The xonsh tool combines bash and Python.

Notebook Style Tools for Data Science


I’m sure any data scientists who read the last section on tools you can use to run Python are saying, “Hey! When are you going to get around to mentioning Jupyter Notebook and Jupyter Lab?” Well, here we go, and sorry to keep you waiting.

Jupyter Notebook began its life as IPython Notebook, which partly accounts for IPython’s popularity. What is Jupyter Notebook, in a few words? It’s an awesome tool for mixing Python, Markdown, and Graphical Libraries (think histograms and other data plots), all within your browser.

To whet your appetite, here’s a Jupyter Notebook I whipped up that does a random walk in Python and graphs it using matplotlib. The screenshot is below, but here’s the notebook source.

  • If Jupyter Notebook was just “kinda cool”, Jupyter Lab is “too cool for school”. (These are technical terms of art in the Python world).

    Here’s a Jupyter Lab screenshot I did showing, clockwise from the top right:
    • A new version of the RandomWalk sample from Jupyter Notebook, shown above. This version splits the random point generator into a function that it imports from a file.
    • A Python console that I’ve linked to the same Python kernel as the one the notebook is running. I can examine one of the arrays that’s returned and the values we’re passing to matplotlib, for example.
    • The points.py file with the get_random_points method, which I created from the original notebook here in the browser. This let me test that it was working by displaying the graph.
    • A bit of Markdown preview just for fun, to show off that we can edit and preview Markdown too in the same environment.
Jupyter Lab Screenshot showing a notebook, a Python console, Python module, and a Markdown file preview.
Jupyter Lab Screenshot showing a notebook, a Python console, Python module, and a Markdown file preview.

Python Testing Tools

In keeping with its “batteries included” philosophy, the Python standard library includes the “unittest” package you can use for testing. (For those of you who are new to Python, being included in the standard library means you can simply put “import unittest” in a file to get started using it — you don’t need to install a package using pip.)

Those of you who are coming from another language may find the unittest package straightforward to use. Since it was inspired by JUnit, many of the concepts are identical. You create a set of tests by creating a class derived from “unittest.TestCase”, and then add your asserts to the methods of the class. When your asserts evaluate to true, the test passes. Asserts that evaluate to false mean the test failed.

Here’s a quick example:

import unittest

class TestProgrammerRemembersFirstGradeMath(unittest.TestCase):

    def test_basic_math(self):
        self.assertEqual(2 + 2, 4)

Since the unittest package comes with the standard library, it’s easy to get started with it. In contrast, having to import unittest, encapsulate tests in a class, and use the TestCase class’s assert methods can get a little wordy and unwieldy. This is one of the reasons why the professional teams I’ve worked on have all used pytest for our testing. Pytest is a third-party package, so you’ll need to install it with pip.

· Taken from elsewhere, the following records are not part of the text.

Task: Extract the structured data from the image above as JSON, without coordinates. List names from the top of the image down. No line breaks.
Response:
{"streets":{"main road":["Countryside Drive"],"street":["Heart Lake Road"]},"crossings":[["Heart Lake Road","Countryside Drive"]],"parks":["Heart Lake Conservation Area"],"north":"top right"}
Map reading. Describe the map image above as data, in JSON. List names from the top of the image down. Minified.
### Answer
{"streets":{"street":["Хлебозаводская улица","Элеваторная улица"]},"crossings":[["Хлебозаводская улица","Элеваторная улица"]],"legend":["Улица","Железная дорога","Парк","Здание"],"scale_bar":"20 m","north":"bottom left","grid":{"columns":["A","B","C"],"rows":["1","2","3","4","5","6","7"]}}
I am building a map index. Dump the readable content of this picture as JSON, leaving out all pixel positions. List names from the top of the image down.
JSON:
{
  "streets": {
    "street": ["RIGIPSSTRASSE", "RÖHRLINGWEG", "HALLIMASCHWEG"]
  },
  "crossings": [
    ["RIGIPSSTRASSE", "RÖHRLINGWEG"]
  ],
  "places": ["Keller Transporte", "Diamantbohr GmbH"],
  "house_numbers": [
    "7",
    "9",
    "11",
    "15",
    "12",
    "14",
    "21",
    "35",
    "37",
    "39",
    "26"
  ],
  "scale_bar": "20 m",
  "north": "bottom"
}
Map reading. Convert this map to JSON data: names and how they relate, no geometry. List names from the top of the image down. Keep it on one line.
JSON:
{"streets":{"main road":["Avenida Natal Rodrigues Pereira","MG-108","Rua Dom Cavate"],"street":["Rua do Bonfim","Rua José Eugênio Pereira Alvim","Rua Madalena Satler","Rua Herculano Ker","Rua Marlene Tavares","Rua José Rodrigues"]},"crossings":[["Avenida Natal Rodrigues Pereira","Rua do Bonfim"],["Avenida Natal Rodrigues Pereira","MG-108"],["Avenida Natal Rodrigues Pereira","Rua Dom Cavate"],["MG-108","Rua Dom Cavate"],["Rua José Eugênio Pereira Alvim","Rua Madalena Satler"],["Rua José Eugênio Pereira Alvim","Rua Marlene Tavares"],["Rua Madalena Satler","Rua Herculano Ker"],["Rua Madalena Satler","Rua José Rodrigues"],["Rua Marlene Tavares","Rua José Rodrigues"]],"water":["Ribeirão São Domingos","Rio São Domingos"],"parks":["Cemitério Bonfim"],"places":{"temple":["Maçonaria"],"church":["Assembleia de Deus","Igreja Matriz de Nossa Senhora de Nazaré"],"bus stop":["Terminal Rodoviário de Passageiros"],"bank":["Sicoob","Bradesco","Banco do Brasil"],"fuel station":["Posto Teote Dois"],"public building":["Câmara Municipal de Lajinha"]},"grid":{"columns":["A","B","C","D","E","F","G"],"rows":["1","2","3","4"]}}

Once you’ve done that, the tests themselves become much simpler and easier to write, with vanilla Python methods and Python’s built-in assert statement Here’s the entire test file above rendered in pytest:

def test_basic_math():
    assert 2 + 2 == 4

You can always group your tests into classes, too, if you have a need to do so, but I’ve often found that having a structure like the one shown below works out fine and is sufficiently self-documenting:

src/my_module.py
test/test_my_module.py

Whether you use Python’s built-in unit tests or pytest, many developers still rely on Python’s “unittest.mock” package for mocking and patching. If you’re new to mocking and patching, here’s the basic idea. When testing a function, it may do things that are difficult to set up in a test server or causes side effects. For example, let’s say you have a make_purchase function that actually orders the items a user has placed in a shopping cart. You want to test how make_purchase behaves if the purchase goes through, or if it fails for some reason. (Card declined, server unreachable, etc.).

Clearly, you don’t want to test that by sending real transactions. So if the make_purchase function relies on a CreditCardProcessor object, you would mock that object with one you set up for your tests. In one test you could return a successful result to test what make_purchase does, in another you could simulate a declined credit card, etc.

There are other tools that are frequently mentioned by sites that are more focused on testing specifically, but I have not looked into these. For example, Robot Framework frequently comes up as a low-code, beginner-friendly and keyword driven framework developed in Python. I do have some experience doing REST API testing in Python. In practice, QA engineers and developers often use non-Python, graphical tools like Postman to test APIs interactively, and that works well. However, the popular Python requests library makes coding API integration tests in pytest very easy to do.

Python Tools for Data Science

We’ve already discussed Jupyter Notebook and Jupyter Lab, related tools for running Python and integrating documentation and plots. These tools are very popular among Data Scientists. In our examples in that section, we used the Python standard library, storing our data as standard lists, which was fine for a basic example.

However, It’s far more common in data science and other scientific applications to use NumPy, which supports large, efficient n-dimensional arrays written in highly optimized C code, along with a variety of functions for operating on such structures. NumPy’s User Guide summarizes the available functions as providing “fast operations on arrays, including mathematical, logical, shape manipulation, sorting, selecting, I/O, discrete Fourier transforms, basic linear algebra, basic statistical operations, random simulation and much more.”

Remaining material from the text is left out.